Nigeria’s central bank has stated that the fund “pulled out” of the operator, dropping out of active talks with Etisalat’s creditors that were being held in an attempt to avoid job losses or asset seizure. Mudadala is believed to own as much as 40% of Etisalat Nigeria.
The Nigerian unit of Etisalat took out the $1.2B loan across 13 Nigerian banks in 2013. Thus far it has paid back $500 million of the total amount, but then defaulted on repayments in February this year, chalking this up to a nationwide economic downturn, a lack of available US currency on Nigeria’s interbank market, and devaluation of the Nigerian naira.

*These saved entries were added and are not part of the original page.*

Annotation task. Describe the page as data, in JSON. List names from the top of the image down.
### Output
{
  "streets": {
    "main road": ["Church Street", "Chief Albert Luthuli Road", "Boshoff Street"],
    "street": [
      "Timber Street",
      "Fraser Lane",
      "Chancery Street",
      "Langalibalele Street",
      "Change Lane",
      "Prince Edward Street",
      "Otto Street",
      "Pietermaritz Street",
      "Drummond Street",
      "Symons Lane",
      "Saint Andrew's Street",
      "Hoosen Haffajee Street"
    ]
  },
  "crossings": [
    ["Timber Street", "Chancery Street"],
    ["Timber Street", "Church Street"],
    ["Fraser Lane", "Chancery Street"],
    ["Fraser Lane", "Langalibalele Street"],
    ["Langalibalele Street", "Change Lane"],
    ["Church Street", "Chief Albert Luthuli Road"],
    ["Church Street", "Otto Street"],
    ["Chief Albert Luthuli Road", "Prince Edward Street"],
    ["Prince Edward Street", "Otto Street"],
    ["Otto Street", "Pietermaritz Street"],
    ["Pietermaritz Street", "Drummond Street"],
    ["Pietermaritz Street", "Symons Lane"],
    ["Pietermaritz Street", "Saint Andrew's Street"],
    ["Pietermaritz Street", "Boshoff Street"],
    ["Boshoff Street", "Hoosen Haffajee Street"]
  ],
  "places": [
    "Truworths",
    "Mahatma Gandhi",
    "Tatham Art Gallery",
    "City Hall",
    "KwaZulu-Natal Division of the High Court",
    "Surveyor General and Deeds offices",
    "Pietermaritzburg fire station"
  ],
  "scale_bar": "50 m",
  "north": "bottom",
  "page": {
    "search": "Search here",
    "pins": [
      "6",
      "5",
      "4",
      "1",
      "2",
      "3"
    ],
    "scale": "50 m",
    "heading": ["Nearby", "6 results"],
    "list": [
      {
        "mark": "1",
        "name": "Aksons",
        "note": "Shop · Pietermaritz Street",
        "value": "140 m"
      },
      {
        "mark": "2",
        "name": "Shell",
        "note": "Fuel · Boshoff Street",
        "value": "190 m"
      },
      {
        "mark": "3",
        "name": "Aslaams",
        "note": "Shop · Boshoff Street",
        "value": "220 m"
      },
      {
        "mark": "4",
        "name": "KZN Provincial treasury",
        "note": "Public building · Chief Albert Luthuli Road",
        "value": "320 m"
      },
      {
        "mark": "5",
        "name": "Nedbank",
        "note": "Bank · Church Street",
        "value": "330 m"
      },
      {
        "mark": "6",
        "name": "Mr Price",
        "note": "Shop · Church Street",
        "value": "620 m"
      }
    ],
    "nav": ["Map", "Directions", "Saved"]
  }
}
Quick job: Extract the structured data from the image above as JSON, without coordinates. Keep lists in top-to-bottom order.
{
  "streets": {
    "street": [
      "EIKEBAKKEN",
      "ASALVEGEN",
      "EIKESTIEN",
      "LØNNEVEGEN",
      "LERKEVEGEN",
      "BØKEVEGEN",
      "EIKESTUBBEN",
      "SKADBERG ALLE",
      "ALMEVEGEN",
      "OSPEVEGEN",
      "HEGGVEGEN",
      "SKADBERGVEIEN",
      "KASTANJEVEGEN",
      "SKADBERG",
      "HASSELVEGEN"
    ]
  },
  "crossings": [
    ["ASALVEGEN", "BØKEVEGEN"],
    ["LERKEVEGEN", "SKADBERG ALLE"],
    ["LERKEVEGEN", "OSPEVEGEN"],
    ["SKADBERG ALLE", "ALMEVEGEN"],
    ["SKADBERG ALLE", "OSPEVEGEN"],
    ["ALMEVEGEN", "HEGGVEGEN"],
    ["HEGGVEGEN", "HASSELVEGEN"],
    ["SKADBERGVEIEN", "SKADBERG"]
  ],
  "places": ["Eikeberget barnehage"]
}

At this point, the Nigerian Communications Commission and the country’s central bank intervened rather than allowing the operator to be taken over by its creditors or placed into receivership.
The negotiation breakdown has resulted in the operator’s parent firm Etisalat receiving orders to transfer its shares over to a loan trustee. It holds a 45% stake in Etisalat Nigeria, although its holding currently has a value of nil.
The withdrawal of both Mubadala and Etisalat means that the operator’s local partners are its sole remaining investors. They are led by the firm’s chairman, Hakeem Belo-Osagie. However, the NCC and central bank have agreed to negotiate with lenders to reach a mutually beneficial deal.